4.4. Seed a cluster

This section describes how to seed a new Neo4j Causal Cluster with existing data.

In Section 4.3, “Create a new cluster” we learned how to create a cluster with an empty store. However, regardless if we are just playing around with Neo4j or setting up a production environment, it is likely that we have some existing data that we wish to transfer into our cluster.

In this section we will describe the following methods for seeding a cluster:

This section outlines how to create a Causal Cluster containing data either seeded from an existing online or offline Neo4j database, or imported from some other data source using the import tool. The general steps to seed a cluster will follow the same pattern, regardless which format our data is in:

  1. Create a new Neo4j Core-only cluster.
  2. Seed the cluster.
  3. Start the cluster.

The database which you are using to seed the cluster must be of the same version of Neo4j as the cluster itself.

4.4.1. Seed from an online backup

For this example, it is assumed that we already have a healthy backup of an existing Neo4j database as a result of an online backup from a running Neo4j instance (for details on online backups, please refer to Chapter 6, Backup). This could be a standalone Neo4j instance, a Neo4j Highly Available cluster, or a running instance of another Neo4j Causal Cluster. The process described here can also be used to seed a new Causal Cluster from an existing Read Replica. This can be useful, for example, in disaster recovery where some servers have retained operability during a catastrophic event.

  1. Create a new Neo4j Core-only cluster.

    Follow the instructions in Section 4.3.1, “Configure a Core-only cluster” to create a new Neo4j Core-only cluster. If you start the cluster in order to test that it works, you have to subsequently stop it and perform neo4j-admin unbind on each of the instances.

  2. Seed the cluster.

    Use the restore command of neo4j-admin to restore the seeding store from the backed-up database on all the Core instances in the cluster. Since all instances are seeded with the store, the cluster will be fully available right away once the instances are started.

    Example 4.2. Restore the backup to seed all Core members.

    This example assumes that the database name is the default graph.db and that we have a valid backup residing under the seed-dir directory. If you have a different setup, change the command line arguments accordingly.
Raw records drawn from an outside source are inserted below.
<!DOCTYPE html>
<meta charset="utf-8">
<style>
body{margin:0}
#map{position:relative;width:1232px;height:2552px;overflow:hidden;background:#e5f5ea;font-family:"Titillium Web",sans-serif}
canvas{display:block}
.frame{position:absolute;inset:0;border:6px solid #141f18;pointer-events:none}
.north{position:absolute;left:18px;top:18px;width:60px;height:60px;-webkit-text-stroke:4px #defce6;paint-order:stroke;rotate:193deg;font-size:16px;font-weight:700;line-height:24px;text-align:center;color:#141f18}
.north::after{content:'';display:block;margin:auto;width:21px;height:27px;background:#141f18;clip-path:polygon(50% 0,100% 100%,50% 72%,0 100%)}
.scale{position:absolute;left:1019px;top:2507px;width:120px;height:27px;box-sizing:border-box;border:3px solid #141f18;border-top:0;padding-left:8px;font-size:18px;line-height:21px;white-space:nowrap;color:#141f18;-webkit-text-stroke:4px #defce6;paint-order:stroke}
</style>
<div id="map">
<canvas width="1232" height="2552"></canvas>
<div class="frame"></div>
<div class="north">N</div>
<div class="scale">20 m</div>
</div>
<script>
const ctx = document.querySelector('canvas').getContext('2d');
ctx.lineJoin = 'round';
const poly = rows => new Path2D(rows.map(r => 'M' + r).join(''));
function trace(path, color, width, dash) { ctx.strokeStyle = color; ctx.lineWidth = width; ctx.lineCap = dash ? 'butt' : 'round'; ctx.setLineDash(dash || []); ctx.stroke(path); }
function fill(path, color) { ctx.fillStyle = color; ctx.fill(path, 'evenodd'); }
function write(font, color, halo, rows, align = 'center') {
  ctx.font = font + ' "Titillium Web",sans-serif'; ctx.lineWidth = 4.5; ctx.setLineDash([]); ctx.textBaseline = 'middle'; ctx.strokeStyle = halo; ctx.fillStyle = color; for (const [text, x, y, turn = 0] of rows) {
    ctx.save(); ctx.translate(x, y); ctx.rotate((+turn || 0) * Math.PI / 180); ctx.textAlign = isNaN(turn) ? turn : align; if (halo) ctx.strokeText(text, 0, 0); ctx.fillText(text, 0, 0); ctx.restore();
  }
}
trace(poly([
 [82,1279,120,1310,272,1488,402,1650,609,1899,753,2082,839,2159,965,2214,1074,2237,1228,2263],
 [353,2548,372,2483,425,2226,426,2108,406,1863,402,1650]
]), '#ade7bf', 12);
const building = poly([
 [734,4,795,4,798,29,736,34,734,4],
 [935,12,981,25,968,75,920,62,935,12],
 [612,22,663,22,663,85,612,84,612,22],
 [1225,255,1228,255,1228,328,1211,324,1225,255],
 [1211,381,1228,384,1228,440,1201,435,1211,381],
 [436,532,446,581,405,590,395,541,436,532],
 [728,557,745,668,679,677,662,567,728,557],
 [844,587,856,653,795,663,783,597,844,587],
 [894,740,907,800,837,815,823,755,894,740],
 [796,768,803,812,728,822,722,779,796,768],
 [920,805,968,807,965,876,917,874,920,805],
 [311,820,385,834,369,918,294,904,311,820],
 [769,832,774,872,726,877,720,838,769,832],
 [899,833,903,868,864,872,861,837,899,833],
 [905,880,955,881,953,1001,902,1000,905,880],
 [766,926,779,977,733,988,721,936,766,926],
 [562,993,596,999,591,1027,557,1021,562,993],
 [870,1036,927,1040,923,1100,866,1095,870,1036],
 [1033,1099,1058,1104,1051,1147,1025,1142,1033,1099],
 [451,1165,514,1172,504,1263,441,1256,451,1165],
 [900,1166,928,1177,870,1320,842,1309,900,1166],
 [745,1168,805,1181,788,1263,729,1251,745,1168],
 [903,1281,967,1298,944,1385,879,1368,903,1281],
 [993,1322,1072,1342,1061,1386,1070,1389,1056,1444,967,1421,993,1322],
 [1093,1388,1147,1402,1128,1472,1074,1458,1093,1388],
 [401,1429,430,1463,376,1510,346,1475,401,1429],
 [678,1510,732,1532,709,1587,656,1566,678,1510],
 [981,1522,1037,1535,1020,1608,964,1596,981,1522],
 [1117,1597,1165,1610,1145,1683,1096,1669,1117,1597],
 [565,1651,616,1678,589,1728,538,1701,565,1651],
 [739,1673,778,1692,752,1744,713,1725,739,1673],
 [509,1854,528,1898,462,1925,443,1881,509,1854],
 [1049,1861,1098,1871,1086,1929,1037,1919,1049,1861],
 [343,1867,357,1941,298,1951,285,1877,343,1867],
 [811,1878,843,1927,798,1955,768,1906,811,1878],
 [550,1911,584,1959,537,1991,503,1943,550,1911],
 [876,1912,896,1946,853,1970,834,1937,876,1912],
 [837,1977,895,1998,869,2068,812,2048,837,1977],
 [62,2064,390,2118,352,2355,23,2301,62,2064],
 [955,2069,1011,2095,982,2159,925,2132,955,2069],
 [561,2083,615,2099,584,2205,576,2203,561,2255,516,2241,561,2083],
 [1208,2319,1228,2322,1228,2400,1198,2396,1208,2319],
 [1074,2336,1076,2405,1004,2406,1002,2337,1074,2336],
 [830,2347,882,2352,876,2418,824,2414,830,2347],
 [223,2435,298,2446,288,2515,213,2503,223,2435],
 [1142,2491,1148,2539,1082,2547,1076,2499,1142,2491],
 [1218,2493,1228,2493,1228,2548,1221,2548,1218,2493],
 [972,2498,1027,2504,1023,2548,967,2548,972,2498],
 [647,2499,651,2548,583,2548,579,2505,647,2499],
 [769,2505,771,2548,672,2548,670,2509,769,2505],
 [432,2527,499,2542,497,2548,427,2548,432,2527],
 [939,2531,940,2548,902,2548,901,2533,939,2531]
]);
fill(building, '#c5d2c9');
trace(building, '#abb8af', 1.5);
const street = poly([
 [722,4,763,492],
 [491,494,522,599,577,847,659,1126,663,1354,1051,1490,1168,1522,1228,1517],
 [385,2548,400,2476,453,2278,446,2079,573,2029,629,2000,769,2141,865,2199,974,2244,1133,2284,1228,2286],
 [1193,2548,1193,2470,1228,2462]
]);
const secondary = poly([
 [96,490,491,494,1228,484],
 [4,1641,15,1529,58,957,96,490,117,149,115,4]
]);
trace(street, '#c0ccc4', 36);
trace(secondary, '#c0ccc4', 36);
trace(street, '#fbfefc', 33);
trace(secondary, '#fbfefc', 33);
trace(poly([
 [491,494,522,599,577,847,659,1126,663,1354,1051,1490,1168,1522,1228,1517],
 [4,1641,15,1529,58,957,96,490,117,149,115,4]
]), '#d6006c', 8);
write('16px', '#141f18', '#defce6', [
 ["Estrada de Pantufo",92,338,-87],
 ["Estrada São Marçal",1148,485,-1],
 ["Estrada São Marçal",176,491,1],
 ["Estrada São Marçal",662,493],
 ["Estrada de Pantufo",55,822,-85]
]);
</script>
    neo4j-01$ ./bin/neo4j-admin restore --from=seed-dir --database=graph.db
    neo4j-02$ ./bin/neo4j-admin restore --from=seed-dir --database=graph.db
    neo4j-03$ ./bin/neo4j-admin restore --from=seed-dir --database=graph.db
  3. Start the cluster.

    At this point, all of the instances in the Core cluster have the store that contains our graph data. Between them the Core Servers have everything necessary to form a cluster. We are ready to start all instances. The cluster will form and data will be replicated between the instances.

    Example 4.3. Start each of the Core instances.
    neo4j-01$ ./bin/neo4j start
    neo4j-02$ ./bin/neo4j start
    neo4j-03$ ./bin/neo4j start

4.4.2. Seed from an offline backup

There are cases where we may want to seed a database in an offline fashion, for example if we are upgrading from Neo4j Community to Enterprise, or if we choose to transplant a database from one Enterprise site to another. To handle offline backups, we use the dump and load commands of neo4j-admin. For more detailed instructions on these, please refer to Section 11.7, “Dump and load databases”.

The overall process for seeding from an offline backup is the same as for an online backup, with the difference that the backup must be restored onto all the Core members.

  1. Create a new Neo4j Core-only cluster.

    Follow the instructions in Section 4.3.1, “Configure a Core-only cluster” to create a new Neo4j Core-only cluster. If you start the cluster in order to test that it works, you have to subsequently stop it and perform neo4j-admin unbind on each of the instances.

  2. Seed the cluster.

    Seed the cluster by loading the dump file into each of the newly created Core member using the load command of neo4j-admin.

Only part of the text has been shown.